:: Work required ::
Find the string "each" in the records. Copy every line it appears in.

Saved data entries:
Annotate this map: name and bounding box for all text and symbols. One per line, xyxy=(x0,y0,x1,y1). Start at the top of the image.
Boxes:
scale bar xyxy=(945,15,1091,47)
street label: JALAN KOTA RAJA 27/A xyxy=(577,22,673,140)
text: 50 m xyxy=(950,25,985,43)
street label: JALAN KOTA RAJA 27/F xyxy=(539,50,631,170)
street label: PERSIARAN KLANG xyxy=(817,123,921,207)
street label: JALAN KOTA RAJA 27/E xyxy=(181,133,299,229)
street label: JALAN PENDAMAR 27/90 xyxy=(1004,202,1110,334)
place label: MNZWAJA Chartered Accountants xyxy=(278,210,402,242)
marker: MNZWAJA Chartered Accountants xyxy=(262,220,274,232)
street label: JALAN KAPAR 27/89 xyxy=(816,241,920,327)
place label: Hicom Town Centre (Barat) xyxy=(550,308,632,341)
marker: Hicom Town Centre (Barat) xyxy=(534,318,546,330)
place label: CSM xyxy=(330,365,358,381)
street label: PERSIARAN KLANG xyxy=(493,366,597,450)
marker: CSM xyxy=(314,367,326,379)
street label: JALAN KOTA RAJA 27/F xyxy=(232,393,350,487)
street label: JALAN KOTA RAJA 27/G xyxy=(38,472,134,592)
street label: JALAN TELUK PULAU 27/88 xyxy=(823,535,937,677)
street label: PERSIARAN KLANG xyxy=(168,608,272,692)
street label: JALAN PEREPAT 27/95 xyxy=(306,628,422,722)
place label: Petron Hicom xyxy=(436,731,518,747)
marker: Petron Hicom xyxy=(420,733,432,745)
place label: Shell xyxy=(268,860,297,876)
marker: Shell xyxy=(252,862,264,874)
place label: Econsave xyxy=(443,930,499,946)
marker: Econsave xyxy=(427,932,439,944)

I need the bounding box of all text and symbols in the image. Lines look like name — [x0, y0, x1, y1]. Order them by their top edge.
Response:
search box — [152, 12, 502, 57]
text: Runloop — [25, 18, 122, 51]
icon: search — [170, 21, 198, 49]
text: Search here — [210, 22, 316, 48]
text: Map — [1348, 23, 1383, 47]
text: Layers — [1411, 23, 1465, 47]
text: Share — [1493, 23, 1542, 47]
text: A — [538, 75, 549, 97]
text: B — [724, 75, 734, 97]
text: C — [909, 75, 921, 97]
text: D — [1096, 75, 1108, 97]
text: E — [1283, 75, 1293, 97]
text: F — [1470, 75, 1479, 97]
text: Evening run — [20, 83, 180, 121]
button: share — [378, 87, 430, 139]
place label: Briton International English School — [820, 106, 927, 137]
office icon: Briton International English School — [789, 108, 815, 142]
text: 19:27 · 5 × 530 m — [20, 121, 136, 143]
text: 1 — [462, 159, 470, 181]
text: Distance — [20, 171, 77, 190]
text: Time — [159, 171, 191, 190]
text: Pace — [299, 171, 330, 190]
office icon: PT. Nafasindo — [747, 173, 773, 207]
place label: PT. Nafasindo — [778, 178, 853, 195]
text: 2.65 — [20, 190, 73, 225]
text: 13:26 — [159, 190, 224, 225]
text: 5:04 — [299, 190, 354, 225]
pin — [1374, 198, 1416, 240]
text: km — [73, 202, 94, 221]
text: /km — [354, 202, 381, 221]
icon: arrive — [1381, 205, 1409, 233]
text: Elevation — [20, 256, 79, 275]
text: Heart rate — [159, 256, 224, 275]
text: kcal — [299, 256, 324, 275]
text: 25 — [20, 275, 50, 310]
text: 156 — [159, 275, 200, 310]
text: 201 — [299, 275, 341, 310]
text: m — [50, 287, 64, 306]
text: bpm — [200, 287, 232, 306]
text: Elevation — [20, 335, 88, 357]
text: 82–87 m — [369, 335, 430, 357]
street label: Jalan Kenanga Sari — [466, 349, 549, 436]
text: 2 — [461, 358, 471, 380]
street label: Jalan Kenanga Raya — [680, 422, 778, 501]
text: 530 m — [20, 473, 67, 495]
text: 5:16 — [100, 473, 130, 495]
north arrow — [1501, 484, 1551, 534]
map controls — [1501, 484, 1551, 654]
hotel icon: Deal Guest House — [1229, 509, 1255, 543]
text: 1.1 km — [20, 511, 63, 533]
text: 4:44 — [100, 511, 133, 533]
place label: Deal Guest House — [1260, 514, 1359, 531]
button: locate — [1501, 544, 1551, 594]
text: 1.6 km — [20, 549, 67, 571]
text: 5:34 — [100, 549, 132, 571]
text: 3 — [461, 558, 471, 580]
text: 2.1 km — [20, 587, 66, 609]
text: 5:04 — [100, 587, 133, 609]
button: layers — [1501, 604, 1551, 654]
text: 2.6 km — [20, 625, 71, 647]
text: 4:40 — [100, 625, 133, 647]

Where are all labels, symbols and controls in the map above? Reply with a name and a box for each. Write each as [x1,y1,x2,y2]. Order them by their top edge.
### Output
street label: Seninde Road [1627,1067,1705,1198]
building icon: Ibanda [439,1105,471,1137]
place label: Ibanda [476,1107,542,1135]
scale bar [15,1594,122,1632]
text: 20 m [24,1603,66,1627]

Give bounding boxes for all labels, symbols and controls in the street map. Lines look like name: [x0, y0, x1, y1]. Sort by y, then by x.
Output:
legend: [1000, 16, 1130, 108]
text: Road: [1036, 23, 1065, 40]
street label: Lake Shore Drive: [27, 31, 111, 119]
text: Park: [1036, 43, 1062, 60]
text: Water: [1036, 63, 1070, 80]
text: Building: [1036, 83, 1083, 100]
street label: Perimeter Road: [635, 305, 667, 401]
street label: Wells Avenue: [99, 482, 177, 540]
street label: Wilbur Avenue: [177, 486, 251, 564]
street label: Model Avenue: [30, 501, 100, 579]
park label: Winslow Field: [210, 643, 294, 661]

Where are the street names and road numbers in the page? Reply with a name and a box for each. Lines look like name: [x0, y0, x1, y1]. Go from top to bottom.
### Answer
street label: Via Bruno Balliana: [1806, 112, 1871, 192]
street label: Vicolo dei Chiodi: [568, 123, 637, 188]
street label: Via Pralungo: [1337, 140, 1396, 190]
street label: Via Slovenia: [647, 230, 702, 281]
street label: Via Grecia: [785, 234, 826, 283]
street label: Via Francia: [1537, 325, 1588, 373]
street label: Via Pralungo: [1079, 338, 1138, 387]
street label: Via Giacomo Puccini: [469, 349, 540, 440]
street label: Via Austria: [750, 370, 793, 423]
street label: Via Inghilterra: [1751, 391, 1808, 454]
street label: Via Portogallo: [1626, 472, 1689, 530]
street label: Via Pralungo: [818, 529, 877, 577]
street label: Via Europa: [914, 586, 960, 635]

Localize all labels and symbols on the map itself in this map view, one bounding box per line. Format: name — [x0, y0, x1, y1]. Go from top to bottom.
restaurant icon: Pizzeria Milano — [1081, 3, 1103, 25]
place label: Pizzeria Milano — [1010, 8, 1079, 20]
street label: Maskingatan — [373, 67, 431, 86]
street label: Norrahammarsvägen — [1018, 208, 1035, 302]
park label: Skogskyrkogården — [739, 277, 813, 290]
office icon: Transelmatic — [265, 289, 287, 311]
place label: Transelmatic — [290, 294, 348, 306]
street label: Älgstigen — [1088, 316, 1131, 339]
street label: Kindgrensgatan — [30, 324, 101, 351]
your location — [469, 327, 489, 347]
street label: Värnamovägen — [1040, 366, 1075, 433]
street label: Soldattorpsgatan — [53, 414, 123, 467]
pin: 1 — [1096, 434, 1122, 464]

:: Answer section ::
Where are all labels, symbols and controls in the map above? Reply with a name and a box for each. Write each as [x1,y1,x2,y2]. Order them by their top edge.
Where are the street names and road numbers in the page? Reply with a name and a box for each. Lines look like name: [x0, y0, x1, y1]. Go from top to bottom.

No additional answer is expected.